-- ASSIGNED TASK --
Copy exactly, and only, the lines from the one containing "Map reading. Read" through the last line of the records below.

● ● ● ●

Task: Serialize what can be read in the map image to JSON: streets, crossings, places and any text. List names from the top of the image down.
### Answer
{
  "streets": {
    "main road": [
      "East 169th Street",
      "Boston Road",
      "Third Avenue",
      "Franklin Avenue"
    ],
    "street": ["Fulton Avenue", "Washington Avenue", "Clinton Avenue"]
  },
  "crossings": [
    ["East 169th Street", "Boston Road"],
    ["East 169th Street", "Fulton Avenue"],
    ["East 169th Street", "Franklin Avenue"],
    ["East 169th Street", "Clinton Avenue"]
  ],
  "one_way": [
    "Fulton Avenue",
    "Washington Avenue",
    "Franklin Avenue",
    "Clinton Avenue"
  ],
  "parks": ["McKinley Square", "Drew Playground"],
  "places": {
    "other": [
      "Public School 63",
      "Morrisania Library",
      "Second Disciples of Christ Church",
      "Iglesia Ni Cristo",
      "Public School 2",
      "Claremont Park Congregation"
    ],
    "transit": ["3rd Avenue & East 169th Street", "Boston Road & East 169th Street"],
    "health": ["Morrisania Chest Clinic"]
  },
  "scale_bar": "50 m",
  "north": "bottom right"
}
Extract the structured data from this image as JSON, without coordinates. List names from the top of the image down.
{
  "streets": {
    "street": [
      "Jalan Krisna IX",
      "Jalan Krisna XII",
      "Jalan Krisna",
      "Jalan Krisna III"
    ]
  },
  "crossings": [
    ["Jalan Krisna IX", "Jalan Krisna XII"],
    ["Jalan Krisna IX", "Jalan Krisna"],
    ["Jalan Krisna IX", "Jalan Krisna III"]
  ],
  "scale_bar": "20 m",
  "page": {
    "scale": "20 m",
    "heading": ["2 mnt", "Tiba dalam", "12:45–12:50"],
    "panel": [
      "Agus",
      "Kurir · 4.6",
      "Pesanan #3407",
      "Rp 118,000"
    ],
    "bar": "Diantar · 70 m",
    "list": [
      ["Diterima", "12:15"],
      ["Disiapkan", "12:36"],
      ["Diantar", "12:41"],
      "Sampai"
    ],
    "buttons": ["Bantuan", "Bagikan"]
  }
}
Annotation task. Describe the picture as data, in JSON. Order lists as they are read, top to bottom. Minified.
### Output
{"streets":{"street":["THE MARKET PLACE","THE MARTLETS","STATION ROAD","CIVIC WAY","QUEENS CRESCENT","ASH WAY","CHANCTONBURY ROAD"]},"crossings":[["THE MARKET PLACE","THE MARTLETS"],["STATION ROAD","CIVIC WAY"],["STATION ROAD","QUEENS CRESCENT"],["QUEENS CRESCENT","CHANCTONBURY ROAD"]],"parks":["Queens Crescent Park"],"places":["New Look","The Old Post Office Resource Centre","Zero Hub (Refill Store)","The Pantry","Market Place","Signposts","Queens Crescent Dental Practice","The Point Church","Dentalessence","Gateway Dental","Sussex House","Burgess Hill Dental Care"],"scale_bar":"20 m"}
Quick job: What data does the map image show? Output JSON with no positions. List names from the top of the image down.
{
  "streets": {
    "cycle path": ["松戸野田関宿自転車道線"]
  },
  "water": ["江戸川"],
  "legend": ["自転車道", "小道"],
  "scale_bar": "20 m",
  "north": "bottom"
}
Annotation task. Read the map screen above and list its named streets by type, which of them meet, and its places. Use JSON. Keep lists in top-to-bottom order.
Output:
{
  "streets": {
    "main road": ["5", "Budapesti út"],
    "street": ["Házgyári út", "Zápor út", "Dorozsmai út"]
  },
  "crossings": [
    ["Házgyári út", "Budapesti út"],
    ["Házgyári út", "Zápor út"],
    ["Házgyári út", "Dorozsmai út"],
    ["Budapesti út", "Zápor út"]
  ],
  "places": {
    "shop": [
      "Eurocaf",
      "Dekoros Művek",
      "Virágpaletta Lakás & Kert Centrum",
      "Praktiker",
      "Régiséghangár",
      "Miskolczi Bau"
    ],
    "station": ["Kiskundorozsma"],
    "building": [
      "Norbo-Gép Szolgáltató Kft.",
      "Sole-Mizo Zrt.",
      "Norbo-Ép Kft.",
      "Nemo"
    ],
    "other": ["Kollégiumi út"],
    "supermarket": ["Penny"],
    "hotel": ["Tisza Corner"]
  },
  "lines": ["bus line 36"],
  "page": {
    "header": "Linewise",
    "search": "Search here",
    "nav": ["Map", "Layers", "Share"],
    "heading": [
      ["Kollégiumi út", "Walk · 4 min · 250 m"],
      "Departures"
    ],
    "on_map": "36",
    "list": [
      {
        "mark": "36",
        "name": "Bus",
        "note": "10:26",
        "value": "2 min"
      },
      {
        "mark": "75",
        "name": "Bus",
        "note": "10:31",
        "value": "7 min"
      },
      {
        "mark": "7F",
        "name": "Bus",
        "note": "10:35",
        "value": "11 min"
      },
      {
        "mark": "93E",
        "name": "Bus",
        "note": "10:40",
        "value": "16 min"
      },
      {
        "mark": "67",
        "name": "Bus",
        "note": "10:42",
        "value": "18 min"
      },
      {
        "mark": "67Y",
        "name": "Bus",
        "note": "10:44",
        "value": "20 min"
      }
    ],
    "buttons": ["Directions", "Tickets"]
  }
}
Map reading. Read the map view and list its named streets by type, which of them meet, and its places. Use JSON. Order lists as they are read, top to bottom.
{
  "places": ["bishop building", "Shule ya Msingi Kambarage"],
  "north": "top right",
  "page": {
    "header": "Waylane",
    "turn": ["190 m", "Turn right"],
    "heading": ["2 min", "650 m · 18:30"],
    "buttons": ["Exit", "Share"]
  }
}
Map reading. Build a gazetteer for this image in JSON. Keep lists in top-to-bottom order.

● ● ● ●

-- FINISHED TASK --
Map reading. Read the map view and list its named streets by type, which of them meet, and its places. Use JSON. Order lists as they are read, top to bottom.
{
  "places": ["bishop building", "Shule ya Msingi Kambarage"],
  "north": "top right",
  "page": {
    "header": "Waylane",
    "turn": ["190 m", "Turn right"],
    "heading": ["2 min", "650 m · 18:30"],
    "buttons": ["Exit", "Share"]
  }
}
Map reading. Build a gazetteer for this image in JSON. Keep lists in top-to-bottom order.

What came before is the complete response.